Ohio Supreme Court, 1883

Fry v. Franklin Insurance

Fry v. Franklin Insurance
Ohio Supreme Court · Decided January 15, 1883
40 Ohio St. (N.S.) 108

Fry v. Franklin Insurance

Opinion of the Court

By the Court.

F. sued the F. I. Co. upon a policy. ' The answer alleged that the loss occurred after the policy had become void because the premium note was not paid when due. The reply charged that the company sent the note after the default to T. for collection; that T. directed the defendant to continue said insurance and guaranteed the payment of said premium, to which the defendant assented. On trial of this issue F. gave in evidence T.’s letter to defendant reading: “ Continue the policy in force and we will guarantee the payment of the note.” Also evidence showing the course of dealing and correspondence between T. and the defendant. This shows that the defendant made no reply to said letter, but wrote him several letters on other matters during the interval prior to the loss. F. having rested, the court, on motion of the defendant, toot this issue from the jury.

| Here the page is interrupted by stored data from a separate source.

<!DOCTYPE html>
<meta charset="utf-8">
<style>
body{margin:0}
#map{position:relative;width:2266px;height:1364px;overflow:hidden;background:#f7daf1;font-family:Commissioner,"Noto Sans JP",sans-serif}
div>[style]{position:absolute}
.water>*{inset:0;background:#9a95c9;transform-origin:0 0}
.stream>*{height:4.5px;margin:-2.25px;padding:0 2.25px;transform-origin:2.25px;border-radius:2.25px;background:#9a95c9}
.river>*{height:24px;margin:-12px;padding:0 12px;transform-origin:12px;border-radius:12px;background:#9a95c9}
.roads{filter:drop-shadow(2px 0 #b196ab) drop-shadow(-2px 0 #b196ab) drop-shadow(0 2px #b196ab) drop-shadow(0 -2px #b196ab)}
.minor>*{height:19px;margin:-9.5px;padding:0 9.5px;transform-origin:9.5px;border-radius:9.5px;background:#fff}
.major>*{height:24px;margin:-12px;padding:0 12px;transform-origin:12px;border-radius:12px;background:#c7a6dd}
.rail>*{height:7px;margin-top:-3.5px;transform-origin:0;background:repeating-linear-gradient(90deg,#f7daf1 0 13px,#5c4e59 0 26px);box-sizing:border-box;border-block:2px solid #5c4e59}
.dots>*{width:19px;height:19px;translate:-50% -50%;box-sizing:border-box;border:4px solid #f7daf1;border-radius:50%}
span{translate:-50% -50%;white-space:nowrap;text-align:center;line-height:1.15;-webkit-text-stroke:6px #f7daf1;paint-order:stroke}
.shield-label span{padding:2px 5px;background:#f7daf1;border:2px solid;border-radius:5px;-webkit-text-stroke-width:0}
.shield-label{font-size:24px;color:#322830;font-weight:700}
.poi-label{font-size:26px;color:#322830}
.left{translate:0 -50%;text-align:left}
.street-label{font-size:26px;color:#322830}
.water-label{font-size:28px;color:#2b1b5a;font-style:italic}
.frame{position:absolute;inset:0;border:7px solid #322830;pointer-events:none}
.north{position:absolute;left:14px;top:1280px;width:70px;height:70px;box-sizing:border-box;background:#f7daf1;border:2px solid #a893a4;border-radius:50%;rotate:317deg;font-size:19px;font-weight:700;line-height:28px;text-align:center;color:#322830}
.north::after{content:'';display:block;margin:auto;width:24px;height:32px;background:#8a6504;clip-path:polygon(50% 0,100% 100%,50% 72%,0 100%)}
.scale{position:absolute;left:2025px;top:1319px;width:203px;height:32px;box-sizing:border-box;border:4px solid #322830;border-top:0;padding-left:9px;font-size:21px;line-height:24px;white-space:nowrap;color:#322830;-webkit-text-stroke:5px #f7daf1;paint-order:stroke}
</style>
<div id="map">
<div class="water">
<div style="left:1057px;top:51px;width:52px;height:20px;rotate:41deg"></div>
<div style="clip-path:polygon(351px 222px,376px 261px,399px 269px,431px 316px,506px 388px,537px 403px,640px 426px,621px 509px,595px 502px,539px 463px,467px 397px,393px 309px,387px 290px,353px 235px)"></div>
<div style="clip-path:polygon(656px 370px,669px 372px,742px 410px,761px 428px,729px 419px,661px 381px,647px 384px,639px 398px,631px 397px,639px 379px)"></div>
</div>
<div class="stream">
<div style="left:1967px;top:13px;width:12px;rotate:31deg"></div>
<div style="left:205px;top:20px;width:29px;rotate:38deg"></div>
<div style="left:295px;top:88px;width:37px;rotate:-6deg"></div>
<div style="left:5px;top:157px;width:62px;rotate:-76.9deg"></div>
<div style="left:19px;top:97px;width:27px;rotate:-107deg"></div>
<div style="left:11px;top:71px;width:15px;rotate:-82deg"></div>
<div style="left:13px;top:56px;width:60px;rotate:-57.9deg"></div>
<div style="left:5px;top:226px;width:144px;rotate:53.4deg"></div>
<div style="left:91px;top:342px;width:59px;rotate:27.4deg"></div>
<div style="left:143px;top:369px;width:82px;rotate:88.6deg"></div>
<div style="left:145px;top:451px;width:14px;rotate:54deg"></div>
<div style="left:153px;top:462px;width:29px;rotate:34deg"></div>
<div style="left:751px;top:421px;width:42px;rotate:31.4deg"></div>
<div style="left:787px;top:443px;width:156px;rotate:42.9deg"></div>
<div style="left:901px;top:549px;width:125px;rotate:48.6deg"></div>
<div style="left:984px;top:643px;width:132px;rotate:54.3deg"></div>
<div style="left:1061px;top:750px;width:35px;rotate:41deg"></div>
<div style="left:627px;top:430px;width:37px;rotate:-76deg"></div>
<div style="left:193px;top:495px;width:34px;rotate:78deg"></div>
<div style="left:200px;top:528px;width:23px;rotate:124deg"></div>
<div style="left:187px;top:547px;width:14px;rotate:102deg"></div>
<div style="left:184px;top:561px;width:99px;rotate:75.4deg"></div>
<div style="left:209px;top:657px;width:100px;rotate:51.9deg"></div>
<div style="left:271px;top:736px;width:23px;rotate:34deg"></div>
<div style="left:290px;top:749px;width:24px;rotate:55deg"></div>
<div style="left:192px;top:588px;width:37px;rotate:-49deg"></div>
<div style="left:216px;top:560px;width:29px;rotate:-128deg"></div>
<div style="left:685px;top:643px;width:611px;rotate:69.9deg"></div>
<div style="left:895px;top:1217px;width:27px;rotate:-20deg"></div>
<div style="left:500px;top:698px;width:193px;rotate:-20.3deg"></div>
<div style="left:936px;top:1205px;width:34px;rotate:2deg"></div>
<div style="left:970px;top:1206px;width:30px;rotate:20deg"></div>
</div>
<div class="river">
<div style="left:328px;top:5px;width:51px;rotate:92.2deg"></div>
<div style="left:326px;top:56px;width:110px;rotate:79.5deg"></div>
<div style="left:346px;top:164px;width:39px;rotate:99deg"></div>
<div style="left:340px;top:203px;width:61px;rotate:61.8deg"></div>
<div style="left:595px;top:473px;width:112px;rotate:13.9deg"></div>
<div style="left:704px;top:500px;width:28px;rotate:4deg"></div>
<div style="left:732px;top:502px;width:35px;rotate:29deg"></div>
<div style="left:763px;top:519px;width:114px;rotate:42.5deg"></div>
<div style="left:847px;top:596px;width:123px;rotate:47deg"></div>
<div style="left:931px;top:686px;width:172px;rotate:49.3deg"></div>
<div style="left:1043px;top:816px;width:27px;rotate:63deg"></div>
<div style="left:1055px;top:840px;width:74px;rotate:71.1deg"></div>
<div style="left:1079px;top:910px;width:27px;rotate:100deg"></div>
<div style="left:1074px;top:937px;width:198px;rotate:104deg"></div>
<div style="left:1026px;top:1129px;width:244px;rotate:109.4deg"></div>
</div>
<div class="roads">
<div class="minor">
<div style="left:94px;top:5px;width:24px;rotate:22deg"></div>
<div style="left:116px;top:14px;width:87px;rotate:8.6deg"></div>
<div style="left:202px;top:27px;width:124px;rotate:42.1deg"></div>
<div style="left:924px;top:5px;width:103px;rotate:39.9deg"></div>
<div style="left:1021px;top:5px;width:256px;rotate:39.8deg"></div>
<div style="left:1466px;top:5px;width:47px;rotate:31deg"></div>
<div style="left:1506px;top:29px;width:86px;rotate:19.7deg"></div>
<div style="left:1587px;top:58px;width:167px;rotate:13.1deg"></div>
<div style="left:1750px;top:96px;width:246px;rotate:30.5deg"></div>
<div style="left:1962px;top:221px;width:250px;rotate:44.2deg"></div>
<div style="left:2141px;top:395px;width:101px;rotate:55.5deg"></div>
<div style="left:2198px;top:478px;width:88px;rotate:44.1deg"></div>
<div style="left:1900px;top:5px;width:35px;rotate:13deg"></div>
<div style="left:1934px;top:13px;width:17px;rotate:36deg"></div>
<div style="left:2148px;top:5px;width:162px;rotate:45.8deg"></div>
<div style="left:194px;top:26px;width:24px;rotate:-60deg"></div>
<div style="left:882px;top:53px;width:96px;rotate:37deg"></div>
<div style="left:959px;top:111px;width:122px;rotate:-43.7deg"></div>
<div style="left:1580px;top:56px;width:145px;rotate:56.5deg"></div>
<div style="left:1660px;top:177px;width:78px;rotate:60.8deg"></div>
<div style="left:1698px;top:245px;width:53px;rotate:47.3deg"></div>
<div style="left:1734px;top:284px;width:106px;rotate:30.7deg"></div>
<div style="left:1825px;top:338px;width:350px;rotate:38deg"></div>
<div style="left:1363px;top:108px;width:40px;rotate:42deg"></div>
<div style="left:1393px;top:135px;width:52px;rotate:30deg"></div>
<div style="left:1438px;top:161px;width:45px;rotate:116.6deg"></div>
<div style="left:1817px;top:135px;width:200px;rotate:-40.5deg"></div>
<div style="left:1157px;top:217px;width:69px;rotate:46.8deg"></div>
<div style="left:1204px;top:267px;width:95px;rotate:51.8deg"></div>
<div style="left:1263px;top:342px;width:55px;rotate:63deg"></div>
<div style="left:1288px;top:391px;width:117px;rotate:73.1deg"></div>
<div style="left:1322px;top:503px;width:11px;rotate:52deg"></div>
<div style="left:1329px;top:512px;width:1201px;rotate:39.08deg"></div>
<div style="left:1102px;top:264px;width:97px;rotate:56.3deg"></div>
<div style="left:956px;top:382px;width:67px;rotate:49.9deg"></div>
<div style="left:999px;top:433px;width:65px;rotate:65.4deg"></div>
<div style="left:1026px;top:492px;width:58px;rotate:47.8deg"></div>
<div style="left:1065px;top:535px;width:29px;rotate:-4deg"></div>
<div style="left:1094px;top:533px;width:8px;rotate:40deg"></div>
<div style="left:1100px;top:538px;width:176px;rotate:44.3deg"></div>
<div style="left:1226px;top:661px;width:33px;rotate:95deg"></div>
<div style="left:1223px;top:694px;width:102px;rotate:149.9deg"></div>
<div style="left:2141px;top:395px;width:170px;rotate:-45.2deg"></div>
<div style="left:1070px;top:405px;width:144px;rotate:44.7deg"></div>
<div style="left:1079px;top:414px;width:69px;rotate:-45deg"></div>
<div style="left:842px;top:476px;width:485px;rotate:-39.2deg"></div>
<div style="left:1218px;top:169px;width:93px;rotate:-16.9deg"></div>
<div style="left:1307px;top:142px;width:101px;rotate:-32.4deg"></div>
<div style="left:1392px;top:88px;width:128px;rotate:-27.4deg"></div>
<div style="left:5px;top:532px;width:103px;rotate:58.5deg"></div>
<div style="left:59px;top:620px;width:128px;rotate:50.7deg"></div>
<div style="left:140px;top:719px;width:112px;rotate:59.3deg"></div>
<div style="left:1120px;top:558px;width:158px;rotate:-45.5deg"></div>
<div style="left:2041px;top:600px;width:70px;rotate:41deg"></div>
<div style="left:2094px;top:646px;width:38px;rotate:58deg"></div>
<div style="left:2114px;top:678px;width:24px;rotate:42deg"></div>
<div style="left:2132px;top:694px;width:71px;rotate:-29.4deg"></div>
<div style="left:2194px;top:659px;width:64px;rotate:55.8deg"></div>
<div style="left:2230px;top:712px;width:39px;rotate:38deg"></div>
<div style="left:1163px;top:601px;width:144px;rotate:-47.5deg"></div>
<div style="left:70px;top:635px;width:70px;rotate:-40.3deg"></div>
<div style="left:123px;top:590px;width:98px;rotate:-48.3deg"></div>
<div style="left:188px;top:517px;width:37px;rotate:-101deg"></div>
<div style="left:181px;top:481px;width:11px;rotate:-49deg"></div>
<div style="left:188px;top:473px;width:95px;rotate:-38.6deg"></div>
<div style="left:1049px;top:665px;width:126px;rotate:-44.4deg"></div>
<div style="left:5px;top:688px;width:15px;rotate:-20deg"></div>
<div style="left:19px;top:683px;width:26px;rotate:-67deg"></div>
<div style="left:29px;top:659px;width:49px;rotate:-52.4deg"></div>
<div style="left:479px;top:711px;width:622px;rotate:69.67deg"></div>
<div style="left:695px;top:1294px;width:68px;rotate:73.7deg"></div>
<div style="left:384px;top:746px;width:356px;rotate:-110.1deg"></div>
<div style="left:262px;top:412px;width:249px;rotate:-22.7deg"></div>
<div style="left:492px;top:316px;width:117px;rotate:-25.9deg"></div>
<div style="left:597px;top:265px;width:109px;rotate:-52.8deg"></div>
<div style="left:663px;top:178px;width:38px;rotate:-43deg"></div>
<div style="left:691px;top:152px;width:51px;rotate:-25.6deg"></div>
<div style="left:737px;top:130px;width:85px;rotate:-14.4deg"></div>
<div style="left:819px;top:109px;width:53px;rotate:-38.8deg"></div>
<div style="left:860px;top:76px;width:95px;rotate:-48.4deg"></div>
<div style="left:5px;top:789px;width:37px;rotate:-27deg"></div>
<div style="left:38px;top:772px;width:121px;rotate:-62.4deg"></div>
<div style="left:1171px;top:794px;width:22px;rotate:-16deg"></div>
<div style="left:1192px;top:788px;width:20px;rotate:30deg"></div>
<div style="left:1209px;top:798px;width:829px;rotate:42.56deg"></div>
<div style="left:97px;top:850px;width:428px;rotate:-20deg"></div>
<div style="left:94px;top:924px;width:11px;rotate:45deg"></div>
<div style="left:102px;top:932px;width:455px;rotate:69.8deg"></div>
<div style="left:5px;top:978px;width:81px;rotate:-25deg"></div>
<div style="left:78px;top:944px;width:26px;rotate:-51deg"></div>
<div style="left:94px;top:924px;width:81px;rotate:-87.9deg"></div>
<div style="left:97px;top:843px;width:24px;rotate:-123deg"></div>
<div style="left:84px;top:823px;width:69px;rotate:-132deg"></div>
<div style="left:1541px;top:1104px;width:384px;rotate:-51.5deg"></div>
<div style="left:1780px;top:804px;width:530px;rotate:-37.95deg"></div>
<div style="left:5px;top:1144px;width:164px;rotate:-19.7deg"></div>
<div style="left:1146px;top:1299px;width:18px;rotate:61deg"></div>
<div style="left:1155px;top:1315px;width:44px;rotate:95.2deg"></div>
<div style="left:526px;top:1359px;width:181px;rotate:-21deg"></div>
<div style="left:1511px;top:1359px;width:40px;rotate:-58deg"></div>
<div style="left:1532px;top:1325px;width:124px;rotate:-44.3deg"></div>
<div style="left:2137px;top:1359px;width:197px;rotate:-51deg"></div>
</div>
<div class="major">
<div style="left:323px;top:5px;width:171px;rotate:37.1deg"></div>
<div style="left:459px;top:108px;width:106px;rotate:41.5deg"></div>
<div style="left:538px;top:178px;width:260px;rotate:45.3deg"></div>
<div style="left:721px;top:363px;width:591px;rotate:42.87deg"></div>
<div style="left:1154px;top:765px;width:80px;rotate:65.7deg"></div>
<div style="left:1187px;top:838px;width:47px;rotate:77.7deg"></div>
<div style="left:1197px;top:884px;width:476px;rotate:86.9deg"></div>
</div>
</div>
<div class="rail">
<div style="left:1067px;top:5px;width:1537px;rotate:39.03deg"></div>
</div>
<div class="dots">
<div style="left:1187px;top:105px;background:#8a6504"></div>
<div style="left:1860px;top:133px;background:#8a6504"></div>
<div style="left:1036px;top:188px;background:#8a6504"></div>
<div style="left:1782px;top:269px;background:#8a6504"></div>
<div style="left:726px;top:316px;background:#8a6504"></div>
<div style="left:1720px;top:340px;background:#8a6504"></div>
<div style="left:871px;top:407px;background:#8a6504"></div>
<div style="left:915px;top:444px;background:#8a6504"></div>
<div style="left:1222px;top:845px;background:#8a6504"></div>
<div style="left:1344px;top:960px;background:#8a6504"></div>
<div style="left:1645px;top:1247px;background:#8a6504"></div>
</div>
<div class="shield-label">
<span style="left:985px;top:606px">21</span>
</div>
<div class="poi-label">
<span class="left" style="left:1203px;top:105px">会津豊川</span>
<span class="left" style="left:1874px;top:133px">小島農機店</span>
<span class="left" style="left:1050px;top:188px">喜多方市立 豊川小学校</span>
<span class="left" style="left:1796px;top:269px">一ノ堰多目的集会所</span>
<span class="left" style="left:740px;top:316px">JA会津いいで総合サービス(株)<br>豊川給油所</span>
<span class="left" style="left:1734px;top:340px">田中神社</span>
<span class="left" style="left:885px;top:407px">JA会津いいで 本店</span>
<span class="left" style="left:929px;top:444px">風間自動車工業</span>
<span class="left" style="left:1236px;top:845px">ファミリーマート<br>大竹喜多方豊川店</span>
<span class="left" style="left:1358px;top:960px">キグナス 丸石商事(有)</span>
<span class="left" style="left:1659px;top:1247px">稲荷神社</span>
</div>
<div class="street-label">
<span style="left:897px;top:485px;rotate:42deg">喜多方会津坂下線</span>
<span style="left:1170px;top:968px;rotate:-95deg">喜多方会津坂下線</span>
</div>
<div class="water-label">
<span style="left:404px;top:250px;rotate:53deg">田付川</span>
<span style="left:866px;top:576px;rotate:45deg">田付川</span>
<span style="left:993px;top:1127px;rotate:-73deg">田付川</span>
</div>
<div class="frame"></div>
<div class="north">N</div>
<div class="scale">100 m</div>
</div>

Held: This was error. T.’s letter did not in terms, or *109by necessary implication under all the circumstances, call for a reply if the defendant assented thereto. The court should have submitted (under suitable instructions) to the jury the question: “ Did the defendant assent to T.’s proposal?”

Judgments of the superior court at general and special terms reversed and cause remanded.